While the timing was hard to predict, we were expecting the RBI to steer on a normalization path in 2021 for three reasons:
1) growth has rebounded strongly with new COVID-19 cases falling rapidly despite rising mobility
2) CPI inflation may inch lower in December (5% versus 6.9% last month), it could go back up to over 5.5% by March, led by rising commodity prices, a reversal in the favourable base, and a likely rise in services inflation
3) Led by surplus liquidity in the system, several short term rates such as the overnight call money rate and the 3-month TBill rate, were trending below the reverse repo rate. The case for realigning them was strengthening.

What next?

The market reaction to these steps could help the RBI test waters, as it guides short term rates towards the reverse repo rate and over time closer to the repo rate.
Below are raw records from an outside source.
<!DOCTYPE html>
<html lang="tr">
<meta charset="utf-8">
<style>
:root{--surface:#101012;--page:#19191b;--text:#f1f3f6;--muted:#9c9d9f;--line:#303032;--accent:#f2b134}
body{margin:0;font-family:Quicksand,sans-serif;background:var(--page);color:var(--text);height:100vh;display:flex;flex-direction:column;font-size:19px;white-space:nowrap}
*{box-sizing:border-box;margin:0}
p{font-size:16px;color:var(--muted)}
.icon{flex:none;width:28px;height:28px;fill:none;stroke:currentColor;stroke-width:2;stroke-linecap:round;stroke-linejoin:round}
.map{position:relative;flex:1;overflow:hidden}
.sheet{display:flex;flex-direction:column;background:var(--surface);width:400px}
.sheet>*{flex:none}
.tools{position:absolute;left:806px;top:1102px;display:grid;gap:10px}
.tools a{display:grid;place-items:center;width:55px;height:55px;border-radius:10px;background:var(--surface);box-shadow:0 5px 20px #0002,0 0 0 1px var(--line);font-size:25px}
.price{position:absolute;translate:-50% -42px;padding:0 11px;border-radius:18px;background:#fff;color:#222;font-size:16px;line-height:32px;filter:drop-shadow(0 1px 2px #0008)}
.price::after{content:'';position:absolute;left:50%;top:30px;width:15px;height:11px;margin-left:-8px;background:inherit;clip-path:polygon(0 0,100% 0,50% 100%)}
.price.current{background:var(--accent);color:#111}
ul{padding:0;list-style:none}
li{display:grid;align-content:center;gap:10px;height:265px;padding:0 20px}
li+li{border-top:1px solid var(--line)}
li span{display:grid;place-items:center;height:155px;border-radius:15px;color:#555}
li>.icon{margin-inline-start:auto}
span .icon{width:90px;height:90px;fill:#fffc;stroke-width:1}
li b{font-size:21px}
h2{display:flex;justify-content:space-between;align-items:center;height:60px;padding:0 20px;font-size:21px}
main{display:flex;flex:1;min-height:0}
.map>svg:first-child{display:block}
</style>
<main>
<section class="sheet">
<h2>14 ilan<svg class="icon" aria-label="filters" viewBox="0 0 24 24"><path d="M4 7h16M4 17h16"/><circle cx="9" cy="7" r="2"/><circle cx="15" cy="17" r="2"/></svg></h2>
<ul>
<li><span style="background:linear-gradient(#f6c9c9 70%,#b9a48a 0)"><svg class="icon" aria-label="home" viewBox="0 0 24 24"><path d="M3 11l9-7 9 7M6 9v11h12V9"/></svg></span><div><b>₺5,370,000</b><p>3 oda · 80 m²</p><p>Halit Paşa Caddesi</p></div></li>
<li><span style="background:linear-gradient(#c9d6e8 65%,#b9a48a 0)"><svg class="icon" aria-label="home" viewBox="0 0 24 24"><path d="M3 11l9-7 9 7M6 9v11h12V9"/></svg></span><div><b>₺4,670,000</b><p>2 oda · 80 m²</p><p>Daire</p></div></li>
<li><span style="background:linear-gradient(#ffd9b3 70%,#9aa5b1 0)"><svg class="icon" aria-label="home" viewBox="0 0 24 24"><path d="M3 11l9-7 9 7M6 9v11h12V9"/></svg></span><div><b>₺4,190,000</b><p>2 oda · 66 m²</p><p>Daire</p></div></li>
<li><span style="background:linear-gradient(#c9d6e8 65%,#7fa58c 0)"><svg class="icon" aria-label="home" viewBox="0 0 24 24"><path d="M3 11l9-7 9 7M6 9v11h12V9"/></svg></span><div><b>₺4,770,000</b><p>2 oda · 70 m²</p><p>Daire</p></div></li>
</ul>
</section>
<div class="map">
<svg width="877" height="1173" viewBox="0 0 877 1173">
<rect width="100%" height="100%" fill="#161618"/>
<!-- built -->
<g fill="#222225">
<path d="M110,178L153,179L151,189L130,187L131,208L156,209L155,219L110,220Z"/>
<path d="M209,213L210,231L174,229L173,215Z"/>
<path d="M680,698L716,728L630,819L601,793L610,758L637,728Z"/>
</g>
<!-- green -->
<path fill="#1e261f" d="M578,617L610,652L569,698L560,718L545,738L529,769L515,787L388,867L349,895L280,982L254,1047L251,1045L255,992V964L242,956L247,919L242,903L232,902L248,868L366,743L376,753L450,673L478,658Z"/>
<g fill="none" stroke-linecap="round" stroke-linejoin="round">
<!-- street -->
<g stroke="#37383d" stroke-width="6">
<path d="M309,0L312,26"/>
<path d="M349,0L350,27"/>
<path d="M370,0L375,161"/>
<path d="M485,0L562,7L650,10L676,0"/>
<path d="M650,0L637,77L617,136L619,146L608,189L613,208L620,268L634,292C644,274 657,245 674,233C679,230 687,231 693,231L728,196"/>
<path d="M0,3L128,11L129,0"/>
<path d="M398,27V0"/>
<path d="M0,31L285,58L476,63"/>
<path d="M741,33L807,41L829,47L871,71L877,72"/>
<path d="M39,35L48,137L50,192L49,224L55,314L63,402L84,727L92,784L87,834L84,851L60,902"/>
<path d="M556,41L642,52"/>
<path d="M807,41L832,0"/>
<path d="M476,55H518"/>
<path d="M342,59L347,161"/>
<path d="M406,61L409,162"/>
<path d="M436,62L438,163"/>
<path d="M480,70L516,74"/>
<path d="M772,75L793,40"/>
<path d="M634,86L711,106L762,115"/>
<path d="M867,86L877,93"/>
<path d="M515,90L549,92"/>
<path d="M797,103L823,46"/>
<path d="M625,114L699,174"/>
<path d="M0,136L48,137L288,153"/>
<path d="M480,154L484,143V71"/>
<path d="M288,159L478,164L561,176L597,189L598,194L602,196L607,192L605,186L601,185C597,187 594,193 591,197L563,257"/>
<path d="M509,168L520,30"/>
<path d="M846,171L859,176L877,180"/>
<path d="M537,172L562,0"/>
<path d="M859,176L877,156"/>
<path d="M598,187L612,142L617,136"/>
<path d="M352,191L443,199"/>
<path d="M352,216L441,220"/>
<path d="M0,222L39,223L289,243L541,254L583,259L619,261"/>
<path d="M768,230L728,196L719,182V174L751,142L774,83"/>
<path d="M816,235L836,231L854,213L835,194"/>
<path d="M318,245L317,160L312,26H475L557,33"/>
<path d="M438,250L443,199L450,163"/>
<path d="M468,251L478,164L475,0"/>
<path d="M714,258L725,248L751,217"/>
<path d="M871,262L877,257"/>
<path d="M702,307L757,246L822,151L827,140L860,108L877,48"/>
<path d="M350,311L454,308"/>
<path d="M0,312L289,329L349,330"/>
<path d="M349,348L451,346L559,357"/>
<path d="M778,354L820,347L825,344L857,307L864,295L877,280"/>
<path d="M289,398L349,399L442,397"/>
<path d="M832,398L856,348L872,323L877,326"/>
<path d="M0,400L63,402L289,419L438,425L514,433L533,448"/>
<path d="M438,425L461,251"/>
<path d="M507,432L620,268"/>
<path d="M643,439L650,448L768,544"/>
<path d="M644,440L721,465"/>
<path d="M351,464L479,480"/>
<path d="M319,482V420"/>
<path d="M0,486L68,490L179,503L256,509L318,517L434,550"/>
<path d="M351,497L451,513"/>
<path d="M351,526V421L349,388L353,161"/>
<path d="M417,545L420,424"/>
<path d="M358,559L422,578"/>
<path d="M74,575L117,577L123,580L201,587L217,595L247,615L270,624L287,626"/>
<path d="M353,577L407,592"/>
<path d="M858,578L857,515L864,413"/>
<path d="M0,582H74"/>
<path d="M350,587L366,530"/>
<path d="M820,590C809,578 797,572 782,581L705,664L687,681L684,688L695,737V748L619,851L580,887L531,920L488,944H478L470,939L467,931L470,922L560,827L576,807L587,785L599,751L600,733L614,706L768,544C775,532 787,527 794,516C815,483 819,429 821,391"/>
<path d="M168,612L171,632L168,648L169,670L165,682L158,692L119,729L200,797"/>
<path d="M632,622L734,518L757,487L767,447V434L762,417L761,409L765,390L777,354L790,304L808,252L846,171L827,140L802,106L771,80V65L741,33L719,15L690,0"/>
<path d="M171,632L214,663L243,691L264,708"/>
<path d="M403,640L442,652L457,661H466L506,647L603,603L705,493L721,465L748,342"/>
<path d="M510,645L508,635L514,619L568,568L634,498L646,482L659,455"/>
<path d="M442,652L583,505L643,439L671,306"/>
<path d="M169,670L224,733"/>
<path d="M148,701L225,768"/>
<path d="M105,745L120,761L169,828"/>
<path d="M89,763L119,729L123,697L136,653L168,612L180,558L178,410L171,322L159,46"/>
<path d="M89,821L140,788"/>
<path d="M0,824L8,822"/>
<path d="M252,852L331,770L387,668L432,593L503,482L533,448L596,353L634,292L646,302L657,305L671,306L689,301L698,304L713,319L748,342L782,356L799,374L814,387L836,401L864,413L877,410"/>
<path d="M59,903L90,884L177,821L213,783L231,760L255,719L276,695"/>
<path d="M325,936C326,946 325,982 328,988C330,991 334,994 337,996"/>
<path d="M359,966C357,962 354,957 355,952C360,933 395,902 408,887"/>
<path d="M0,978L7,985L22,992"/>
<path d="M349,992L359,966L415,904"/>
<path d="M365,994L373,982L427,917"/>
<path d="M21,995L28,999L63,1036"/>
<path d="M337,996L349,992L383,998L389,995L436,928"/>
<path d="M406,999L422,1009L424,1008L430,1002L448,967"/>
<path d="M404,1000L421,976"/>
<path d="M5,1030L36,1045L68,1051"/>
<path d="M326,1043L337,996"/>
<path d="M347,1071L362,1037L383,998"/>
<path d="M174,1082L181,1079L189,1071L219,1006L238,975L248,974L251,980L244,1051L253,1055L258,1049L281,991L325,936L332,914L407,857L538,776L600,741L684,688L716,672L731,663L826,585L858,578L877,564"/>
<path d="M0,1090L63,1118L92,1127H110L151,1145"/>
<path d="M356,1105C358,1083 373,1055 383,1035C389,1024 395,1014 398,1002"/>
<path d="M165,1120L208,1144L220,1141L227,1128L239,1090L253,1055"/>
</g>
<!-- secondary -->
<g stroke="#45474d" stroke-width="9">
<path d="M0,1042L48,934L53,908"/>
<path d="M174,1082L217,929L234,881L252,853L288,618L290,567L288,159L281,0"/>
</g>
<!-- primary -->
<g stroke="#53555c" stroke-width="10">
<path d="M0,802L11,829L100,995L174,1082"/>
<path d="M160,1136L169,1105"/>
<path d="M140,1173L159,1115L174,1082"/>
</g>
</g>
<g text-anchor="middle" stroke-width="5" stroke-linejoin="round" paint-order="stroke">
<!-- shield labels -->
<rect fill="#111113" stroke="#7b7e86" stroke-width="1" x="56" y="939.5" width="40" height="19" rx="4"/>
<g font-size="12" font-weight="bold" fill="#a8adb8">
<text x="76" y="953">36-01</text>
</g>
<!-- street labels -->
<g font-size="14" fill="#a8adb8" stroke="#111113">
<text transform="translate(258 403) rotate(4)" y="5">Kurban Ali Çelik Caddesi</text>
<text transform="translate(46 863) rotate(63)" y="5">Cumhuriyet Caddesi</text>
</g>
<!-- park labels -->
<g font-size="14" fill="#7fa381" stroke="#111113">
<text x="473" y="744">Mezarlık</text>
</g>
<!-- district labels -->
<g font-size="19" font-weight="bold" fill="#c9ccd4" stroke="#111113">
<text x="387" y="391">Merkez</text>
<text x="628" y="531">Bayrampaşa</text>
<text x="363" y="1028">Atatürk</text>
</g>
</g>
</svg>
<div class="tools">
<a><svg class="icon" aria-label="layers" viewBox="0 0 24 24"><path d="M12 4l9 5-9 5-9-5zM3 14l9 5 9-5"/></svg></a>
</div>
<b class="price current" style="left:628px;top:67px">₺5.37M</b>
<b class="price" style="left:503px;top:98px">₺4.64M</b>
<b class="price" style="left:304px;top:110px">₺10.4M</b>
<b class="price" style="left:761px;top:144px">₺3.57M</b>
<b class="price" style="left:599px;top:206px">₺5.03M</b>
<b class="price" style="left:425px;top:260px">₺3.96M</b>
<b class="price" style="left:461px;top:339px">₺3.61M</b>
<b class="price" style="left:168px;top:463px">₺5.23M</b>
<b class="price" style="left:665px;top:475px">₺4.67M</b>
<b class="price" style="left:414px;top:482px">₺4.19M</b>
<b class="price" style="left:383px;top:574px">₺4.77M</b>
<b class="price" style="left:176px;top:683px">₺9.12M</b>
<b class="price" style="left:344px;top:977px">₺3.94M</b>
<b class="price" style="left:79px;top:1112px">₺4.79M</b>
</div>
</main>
Some of the roll-back in surplus liquidity is also expected to happen automatically, as the one-year cut in the cash reserve ratio (CRR) reverses in April. As such, the direction is clear, although we believe the RBI will endeavour to make it gradual and non-disruptive. HSBC expects the RBI to raise the reverse repo rate in the second half of 2021 in a bid to narrow the policy rate corridor (the corridor is 65bps wide at present, versus 25bps in early 2020). However, HSBC do not expect any hikes in the benchmark policy repo rate (currently at 4%) in the foreseeable future.